◆ TASK REQUIREMENTS ◆
Copy nothing from the entries below except the lines from the one containing "M791 245 809 250 805 261 788 255Z" through the one containing "M632 261 665 262 663 312 647 311V305H631Z", and copy those exactly.

== Segment start ==

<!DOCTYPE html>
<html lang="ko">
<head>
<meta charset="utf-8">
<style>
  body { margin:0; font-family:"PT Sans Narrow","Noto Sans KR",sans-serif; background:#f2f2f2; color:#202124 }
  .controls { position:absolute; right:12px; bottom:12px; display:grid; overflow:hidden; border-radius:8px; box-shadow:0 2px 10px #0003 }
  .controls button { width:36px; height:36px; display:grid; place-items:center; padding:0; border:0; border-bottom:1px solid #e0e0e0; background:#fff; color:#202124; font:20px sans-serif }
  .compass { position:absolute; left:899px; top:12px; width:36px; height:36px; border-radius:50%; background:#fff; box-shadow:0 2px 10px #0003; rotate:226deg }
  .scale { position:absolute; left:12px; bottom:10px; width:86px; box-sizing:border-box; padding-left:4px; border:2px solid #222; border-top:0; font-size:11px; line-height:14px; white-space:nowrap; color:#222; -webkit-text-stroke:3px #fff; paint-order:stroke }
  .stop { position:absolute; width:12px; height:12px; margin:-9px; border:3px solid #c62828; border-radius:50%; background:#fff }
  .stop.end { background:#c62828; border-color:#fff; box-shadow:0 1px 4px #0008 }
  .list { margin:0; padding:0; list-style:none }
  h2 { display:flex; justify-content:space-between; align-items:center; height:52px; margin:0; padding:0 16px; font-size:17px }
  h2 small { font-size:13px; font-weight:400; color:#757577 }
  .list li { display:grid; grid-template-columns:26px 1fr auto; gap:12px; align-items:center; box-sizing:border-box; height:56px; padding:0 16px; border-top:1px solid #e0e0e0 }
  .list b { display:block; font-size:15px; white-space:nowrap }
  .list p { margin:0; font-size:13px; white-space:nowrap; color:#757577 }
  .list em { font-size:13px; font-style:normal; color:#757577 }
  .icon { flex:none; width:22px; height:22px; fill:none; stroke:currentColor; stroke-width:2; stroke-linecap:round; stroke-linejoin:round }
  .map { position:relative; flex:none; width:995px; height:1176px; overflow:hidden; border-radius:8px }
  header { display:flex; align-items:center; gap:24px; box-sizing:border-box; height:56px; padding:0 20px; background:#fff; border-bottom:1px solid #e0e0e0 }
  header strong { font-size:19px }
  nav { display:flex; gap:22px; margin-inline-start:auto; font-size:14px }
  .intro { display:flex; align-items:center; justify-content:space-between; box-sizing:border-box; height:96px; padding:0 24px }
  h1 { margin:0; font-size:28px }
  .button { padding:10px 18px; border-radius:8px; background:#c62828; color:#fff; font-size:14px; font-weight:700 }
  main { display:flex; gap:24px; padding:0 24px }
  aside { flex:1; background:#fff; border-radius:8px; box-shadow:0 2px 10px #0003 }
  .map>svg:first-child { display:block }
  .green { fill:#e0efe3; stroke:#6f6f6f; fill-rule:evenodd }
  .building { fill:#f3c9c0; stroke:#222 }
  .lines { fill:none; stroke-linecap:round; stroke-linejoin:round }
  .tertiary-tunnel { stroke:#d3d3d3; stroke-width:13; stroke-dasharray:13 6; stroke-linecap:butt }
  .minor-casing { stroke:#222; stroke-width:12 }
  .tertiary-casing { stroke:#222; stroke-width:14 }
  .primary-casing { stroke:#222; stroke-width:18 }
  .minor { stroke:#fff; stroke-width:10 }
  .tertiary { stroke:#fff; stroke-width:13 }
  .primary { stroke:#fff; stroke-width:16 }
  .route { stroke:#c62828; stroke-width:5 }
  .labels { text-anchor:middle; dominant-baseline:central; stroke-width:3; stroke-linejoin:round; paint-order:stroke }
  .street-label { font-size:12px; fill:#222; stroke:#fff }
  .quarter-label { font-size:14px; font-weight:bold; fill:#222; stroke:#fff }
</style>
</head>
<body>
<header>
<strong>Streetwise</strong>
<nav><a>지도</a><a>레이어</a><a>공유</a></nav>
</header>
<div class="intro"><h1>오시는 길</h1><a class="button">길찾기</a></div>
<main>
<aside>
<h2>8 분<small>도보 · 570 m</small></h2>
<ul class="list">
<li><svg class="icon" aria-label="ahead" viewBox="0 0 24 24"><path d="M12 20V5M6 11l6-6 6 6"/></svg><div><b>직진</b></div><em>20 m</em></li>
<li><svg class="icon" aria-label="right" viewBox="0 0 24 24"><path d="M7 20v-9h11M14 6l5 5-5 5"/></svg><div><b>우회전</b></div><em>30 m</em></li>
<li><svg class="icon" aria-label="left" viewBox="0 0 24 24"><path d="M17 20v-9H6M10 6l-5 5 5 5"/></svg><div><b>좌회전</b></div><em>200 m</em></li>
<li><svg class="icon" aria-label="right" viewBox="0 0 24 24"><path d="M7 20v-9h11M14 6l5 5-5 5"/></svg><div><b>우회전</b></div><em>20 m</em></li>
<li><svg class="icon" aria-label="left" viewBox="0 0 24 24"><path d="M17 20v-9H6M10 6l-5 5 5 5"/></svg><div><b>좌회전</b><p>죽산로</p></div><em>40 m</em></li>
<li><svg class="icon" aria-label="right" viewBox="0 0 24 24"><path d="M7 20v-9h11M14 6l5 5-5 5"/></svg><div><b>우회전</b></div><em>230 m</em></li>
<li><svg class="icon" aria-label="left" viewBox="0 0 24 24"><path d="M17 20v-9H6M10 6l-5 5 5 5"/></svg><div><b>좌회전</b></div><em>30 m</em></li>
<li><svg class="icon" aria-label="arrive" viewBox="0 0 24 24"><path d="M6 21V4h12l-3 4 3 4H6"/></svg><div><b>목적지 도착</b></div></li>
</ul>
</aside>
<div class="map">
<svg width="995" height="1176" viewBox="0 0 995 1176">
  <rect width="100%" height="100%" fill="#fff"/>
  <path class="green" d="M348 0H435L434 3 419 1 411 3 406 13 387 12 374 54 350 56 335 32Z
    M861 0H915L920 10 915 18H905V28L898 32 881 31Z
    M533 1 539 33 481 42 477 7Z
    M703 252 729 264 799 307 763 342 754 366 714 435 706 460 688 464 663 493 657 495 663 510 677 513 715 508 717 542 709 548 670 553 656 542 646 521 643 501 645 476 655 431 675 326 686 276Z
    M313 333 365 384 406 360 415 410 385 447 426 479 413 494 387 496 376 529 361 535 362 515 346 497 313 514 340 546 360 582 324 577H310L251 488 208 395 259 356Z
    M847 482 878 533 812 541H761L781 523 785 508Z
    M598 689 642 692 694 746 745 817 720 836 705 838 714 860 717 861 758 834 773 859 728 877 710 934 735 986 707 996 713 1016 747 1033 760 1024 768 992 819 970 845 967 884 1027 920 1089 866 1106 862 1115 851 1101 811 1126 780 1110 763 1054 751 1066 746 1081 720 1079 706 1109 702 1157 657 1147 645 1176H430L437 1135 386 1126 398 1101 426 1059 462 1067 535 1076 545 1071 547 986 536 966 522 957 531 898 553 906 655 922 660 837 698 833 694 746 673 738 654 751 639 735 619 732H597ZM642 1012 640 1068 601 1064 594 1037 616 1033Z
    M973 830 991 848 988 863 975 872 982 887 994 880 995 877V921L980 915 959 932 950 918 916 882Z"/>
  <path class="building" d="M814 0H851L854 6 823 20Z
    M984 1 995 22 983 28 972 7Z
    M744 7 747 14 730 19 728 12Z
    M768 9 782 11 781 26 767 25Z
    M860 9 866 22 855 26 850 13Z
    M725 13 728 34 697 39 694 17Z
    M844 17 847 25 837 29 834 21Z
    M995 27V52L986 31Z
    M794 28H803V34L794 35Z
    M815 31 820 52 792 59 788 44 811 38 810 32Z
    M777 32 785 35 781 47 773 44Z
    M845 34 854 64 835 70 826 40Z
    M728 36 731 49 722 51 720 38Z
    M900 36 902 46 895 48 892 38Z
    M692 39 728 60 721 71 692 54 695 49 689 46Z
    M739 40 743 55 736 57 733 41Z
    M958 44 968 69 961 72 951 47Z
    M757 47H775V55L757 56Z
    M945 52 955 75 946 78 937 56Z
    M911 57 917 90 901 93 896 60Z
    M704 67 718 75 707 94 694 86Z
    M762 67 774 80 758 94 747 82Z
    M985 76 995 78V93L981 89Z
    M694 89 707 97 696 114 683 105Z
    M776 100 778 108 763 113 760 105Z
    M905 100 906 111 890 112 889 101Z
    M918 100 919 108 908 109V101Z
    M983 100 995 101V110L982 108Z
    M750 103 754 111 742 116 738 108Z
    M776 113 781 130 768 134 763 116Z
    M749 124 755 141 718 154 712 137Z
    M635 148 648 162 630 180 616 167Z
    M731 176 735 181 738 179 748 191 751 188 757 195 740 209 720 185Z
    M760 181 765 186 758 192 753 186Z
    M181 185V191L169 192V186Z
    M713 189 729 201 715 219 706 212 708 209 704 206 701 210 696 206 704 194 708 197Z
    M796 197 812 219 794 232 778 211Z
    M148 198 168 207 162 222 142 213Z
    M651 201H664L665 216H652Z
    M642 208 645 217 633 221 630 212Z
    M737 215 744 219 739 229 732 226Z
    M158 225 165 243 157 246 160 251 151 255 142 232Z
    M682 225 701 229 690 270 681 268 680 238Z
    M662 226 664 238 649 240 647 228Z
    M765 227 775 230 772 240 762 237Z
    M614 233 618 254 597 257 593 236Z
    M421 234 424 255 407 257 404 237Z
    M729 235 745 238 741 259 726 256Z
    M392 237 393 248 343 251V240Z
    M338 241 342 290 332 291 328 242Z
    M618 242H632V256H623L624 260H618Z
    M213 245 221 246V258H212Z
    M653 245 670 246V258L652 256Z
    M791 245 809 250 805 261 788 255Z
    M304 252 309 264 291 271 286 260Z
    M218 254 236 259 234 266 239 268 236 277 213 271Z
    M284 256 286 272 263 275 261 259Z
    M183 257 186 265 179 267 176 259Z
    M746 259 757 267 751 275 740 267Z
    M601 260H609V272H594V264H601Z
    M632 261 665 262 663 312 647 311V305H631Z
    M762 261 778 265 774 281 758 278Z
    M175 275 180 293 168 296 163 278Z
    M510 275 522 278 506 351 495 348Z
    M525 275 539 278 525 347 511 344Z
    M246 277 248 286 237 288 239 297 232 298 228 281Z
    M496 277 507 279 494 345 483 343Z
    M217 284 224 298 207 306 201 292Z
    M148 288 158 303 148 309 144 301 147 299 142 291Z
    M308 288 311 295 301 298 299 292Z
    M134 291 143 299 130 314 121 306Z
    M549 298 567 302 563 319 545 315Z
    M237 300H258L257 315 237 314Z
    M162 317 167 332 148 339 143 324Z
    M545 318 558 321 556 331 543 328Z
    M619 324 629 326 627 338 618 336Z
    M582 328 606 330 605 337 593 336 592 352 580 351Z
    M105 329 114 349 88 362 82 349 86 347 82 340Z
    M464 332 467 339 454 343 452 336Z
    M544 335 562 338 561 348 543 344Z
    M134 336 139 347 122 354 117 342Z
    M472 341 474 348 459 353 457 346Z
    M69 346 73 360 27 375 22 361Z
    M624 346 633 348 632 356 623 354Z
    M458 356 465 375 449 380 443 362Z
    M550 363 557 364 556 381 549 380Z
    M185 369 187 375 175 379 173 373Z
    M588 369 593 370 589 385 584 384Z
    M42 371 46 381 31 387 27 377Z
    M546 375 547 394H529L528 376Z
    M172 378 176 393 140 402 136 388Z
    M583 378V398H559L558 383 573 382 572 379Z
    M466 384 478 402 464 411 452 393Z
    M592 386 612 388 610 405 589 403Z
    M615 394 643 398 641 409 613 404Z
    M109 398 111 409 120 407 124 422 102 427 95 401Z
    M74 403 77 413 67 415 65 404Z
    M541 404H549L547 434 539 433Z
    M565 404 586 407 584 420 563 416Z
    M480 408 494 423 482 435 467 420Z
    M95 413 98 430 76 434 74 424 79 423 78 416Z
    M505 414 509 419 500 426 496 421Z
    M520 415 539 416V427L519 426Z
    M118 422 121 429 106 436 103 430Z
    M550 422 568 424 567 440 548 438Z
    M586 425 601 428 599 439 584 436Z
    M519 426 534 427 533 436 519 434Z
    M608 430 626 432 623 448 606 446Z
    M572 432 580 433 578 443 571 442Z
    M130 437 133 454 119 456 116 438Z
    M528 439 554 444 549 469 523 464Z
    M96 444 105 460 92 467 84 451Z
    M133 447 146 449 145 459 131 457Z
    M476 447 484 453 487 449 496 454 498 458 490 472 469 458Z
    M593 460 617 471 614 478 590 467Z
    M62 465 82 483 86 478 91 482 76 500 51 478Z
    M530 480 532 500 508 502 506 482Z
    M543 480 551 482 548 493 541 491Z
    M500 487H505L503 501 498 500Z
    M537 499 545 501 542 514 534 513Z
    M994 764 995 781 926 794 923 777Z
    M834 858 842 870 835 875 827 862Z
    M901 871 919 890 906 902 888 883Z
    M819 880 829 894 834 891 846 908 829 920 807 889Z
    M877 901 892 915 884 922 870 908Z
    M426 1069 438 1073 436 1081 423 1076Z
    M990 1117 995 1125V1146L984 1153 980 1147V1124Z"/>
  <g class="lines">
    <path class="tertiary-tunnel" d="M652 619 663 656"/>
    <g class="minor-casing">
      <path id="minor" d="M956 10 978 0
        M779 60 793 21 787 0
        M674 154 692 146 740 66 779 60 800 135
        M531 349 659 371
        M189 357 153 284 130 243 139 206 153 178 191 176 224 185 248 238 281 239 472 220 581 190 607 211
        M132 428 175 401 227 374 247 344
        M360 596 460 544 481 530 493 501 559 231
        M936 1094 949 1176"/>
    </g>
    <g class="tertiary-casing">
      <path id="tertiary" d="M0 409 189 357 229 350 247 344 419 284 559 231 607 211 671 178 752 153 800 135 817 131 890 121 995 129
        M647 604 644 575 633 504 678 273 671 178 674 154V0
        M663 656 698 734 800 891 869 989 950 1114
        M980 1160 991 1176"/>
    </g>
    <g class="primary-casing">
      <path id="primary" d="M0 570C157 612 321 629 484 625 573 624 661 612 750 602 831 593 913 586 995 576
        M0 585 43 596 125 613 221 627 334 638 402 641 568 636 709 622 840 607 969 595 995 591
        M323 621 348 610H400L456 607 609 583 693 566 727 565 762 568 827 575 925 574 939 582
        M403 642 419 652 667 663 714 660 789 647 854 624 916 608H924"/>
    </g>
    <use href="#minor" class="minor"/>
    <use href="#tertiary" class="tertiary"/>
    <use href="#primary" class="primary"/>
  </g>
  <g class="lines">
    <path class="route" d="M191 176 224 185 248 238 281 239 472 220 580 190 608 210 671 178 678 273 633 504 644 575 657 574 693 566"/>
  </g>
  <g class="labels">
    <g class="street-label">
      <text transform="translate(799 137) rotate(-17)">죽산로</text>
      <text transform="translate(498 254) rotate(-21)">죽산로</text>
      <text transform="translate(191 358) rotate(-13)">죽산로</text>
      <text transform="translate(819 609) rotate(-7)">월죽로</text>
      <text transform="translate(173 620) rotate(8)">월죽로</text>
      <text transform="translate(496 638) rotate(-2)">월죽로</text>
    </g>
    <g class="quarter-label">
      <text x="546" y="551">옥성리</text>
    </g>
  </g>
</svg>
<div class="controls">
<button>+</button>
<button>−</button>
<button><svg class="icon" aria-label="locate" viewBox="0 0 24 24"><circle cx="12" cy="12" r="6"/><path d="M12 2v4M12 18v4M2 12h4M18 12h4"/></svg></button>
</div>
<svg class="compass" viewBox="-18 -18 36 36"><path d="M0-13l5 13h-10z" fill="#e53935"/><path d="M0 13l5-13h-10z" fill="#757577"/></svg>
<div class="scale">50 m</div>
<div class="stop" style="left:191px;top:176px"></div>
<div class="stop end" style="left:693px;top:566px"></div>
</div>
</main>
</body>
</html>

== Segment end ==

◆ WRITTEN ANSWER ◆
    M791 245 809 250 805 261 788 255Z
    M304 252 309 264 291 271 286 260Z
    M218 254 236 259 234 266 239 268 236 277 213 271Z
    M284 256 286 272 263 275 261 259Z
    M183 257 186 265 179 267 176 259Z
    M746 259 757 267 751 275 740 267Z
    M601 260H609V272H594V264H601Z
    M632 261 665 262 663 312 647 311V305H631Z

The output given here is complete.